→ Assignment: Without any pictures, print exactly the lines that run from the start of the data through the line containing "width:54px; height:54px; display:grid;".
——
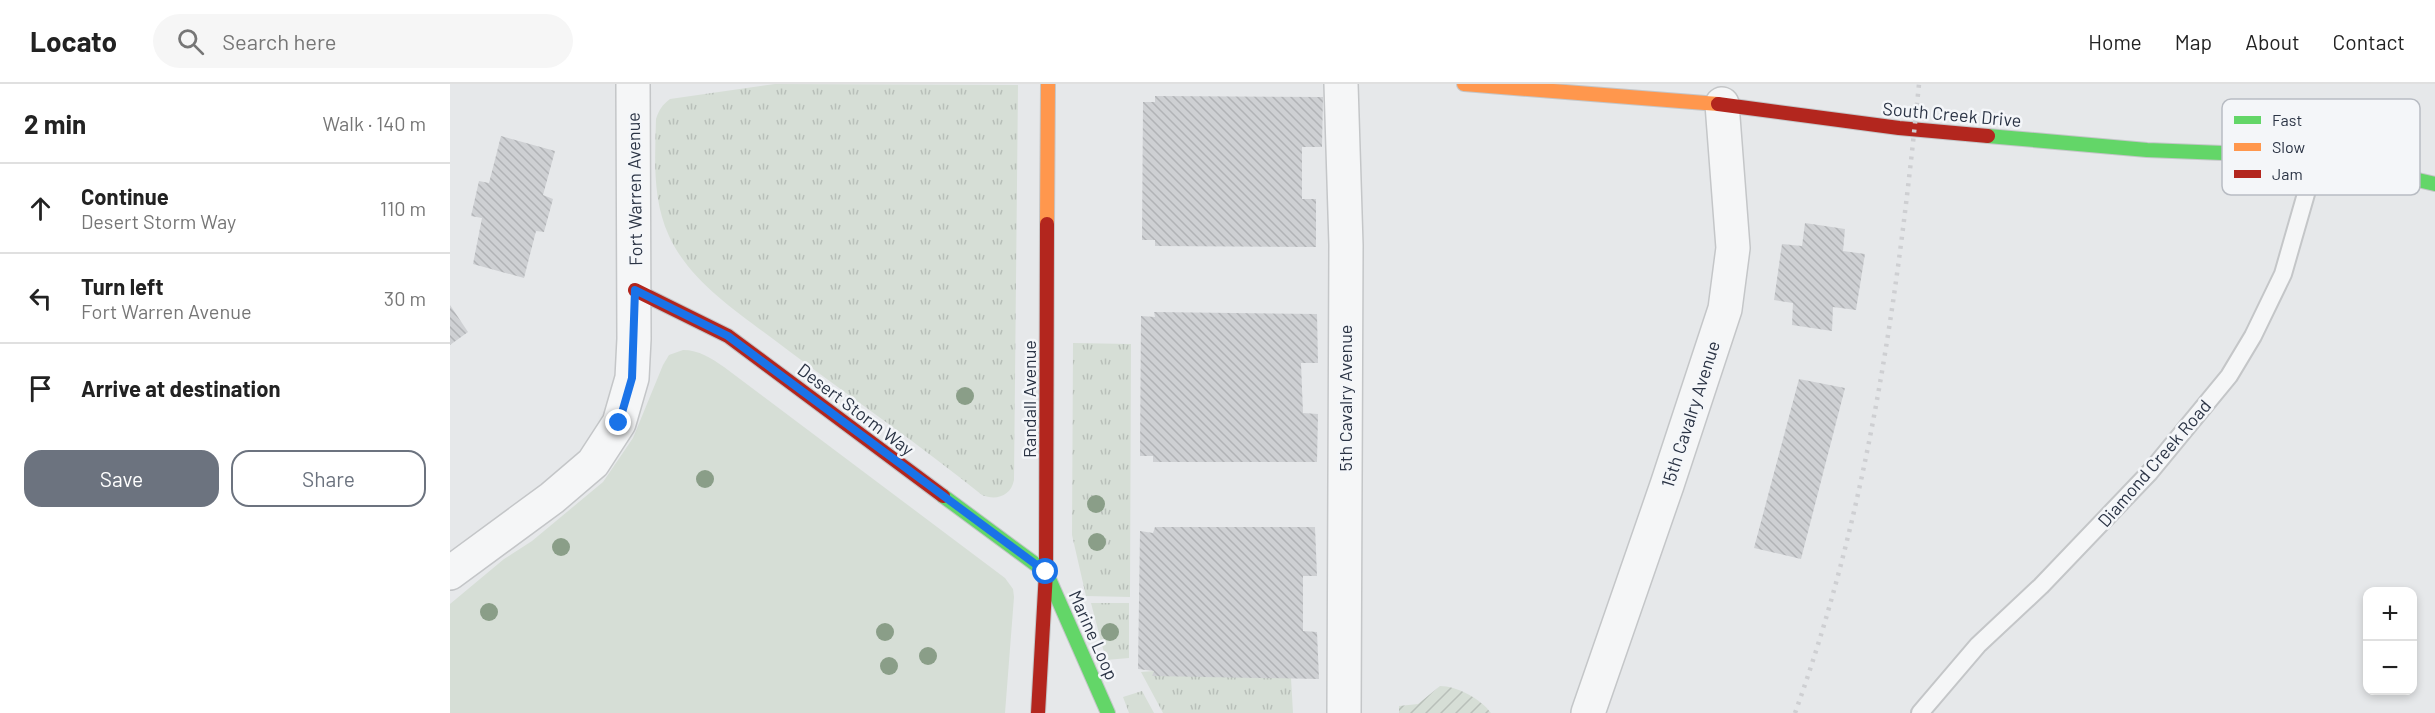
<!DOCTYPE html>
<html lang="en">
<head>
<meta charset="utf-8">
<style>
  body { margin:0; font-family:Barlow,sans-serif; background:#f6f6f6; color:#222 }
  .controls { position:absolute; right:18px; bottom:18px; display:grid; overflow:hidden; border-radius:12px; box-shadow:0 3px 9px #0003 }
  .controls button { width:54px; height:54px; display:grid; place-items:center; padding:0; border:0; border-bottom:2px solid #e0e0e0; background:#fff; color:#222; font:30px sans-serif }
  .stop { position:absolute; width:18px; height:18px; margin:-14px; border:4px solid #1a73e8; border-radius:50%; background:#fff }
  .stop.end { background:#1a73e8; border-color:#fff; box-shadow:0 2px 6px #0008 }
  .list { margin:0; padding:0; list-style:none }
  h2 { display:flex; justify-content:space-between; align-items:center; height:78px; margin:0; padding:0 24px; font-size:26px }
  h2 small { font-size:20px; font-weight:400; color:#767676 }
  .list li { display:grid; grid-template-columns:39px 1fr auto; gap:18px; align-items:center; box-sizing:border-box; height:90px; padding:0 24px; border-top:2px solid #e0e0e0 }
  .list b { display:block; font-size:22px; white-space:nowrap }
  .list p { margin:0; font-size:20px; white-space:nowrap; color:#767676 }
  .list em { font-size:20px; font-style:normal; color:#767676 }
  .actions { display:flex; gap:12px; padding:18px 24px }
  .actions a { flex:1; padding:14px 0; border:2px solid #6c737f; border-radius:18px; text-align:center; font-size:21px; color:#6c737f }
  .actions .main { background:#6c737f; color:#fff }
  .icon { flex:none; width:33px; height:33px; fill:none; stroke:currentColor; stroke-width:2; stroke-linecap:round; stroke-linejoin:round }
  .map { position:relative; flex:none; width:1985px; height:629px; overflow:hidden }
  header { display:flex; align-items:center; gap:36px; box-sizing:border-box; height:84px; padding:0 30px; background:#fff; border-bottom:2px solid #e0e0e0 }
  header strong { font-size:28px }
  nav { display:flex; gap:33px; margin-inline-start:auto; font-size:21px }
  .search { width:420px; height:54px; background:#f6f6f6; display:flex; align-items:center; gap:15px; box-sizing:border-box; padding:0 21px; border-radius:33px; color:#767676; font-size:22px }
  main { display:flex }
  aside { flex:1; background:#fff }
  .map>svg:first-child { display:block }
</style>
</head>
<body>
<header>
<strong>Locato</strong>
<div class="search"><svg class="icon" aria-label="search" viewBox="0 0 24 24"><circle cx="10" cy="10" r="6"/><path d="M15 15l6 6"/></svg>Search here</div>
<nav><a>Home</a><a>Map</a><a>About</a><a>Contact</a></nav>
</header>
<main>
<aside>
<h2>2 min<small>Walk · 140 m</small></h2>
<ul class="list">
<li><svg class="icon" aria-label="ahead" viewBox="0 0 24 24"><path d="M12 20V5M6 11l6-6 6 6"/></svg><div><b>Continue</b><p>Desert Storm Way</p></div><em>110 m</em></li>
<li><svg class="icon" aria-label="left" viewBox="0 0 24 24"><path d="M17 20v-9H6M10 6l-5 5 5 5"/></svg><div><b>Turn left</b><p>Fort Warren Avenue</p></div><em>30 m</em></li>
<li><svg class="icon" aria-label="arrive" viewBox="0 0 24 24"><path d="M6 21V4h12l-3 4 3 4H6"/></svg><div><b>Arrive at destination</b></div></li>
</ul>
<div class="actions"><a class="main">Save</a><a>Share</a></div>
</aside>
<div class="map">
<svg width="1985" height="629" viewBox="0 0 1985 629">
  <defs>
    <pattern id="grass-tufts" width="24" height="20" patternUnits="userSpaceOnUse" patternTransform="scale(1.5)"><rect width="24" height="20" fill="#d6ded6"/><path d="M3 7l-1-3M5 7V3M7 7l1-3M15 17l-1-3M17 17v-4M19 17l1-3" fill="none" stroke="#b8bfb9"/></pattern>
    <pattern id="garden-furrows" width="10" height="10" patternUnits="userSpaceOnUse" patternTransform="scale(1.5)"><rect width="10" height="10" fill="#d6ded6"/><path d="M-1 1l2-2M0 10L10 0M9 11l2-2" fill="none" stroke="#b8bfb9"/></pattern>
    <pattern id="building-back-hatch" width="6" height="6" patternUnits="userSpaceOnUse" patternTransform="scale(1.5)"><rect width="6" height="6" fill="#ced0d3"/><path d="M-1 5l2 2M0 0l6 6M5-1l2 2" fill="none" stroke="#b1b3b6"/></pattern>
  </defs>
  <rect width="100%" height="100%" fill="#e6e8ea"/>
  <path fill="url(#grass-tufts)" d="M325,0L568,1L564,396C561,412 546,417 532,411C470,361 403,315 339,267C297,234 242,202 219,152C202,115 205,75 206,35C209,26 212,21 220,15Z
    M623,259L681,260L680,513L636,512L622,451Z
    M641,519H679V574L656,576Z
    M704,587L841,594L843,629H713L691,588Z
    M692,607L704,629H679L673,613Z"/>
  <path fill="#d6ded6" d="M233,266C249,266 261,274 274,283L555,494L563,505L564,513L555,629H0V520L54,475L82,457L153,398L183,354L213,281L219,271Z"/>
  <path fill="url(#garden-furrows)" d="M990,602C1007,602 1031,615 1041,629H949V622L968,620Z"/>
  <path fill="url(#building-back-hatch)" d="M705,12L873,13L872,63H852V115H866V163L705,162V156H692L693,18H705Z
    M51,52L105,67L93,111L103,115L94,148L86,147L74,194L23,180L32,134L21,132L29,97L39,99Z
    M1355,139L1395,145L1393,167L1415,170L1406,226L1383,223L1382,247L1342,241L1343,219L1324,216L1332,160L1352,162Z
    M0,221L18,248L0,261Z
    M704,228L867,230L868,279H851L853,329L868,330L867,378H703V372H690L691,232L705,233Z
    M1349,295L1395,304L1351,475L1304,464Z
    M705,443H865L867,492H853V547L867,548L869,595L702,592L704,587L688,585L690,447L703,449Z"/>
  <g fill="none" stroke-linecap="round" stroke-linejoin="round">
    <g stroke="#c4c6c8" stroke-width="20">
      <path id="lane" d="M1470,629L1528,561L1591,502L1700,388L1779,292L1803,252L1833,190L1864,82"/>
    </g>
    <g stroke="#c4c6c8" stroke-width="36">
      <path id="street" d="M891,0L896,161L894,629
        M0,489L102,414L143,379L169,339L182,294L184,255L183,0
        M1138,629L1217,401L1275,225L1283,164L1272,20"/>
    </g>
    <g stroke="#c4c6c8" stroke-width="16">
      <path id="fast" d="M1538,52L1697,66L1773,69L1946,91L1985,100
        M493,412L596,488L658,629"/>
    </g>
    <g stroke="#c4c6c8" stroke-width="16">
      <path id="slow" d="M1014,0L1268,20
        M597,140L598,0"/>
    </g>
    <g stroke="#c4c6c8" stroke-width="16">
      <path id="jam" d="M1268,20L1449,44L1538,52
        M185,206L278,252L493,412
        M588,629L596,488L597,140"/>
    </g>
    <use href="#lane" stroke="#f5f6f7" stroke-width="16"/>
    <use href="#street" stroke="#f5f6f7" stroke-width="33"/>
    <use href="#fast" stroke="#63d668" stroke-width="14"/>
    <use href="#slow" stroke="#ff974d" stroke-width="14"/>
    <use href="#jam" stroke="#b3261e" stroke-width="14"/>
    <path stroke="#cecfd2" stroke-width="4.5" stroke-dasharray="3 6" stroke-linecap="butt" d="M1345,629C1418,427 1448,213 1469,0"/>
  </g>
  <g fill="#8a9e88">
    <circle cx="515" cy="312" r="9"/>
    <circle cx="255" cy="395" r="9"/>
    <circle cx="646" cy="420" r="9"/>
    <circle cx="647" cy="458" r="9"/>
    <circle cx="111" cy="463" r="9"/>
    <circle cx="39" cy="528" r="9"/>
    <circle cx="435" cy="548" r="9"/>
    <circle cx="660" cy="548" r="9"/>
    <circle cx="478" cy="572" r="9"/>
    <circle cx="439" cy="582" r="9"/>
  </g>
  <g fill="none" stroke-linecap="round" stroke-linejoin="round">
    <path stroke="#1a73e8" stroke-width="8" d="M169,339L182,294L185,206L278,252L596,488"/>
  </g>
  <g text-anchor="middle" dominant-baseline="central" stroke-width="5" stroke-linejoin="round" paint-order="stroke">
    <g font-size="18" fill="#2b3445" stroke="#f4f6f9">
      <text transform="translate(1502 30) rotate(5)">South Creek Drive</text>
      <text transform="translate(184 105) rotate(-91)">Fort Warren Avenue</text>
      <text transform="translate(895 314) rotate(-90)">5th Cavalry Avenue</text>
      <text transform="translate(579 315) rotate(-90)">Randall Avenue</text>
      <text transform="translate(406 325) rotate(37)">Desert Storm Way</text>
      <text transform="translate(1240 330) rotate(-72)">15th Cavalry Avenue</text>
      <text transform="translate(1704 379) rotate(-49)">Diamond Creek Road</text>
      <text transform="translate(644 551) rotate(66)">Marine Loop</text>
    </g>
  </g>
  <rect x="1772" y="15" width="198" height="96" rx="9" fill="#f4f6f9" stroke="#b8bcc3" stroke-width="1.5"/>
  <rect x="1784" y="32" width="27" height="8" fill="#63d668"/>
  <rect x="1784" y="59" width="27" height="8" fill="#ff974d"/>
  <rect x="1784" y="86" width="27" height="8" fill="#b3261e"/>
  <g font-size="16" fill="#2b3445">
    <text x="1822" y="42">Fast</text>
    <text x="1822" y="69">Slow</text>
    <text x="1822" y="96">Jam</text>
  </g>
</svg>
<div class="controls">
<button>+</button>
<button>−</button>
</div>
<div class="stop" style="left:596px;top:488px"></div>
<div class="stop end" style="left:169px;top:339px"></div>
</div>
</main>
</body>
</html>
——
→ Answer space:
<!DOCTYPE html>
<html lang="en">
<head>
<meta charset="utf-8">
<style>
  body { margin:0; font-family:Barlow,sans-serif; background:#f6f6f6; color:#222 }
  .controls { position:absolute; right:18px; bottom:18px; display:grid; overflow:hidden; border-radius:12px; box-shadow:0 3px 9px #0003 }
  .controls button { width:54px; height:54px; display:grid; place-items:center; padding:0; border:0; border-bottom:2px solid #e0e0e0; background:#fff; color:#222; font:30px sans-serif }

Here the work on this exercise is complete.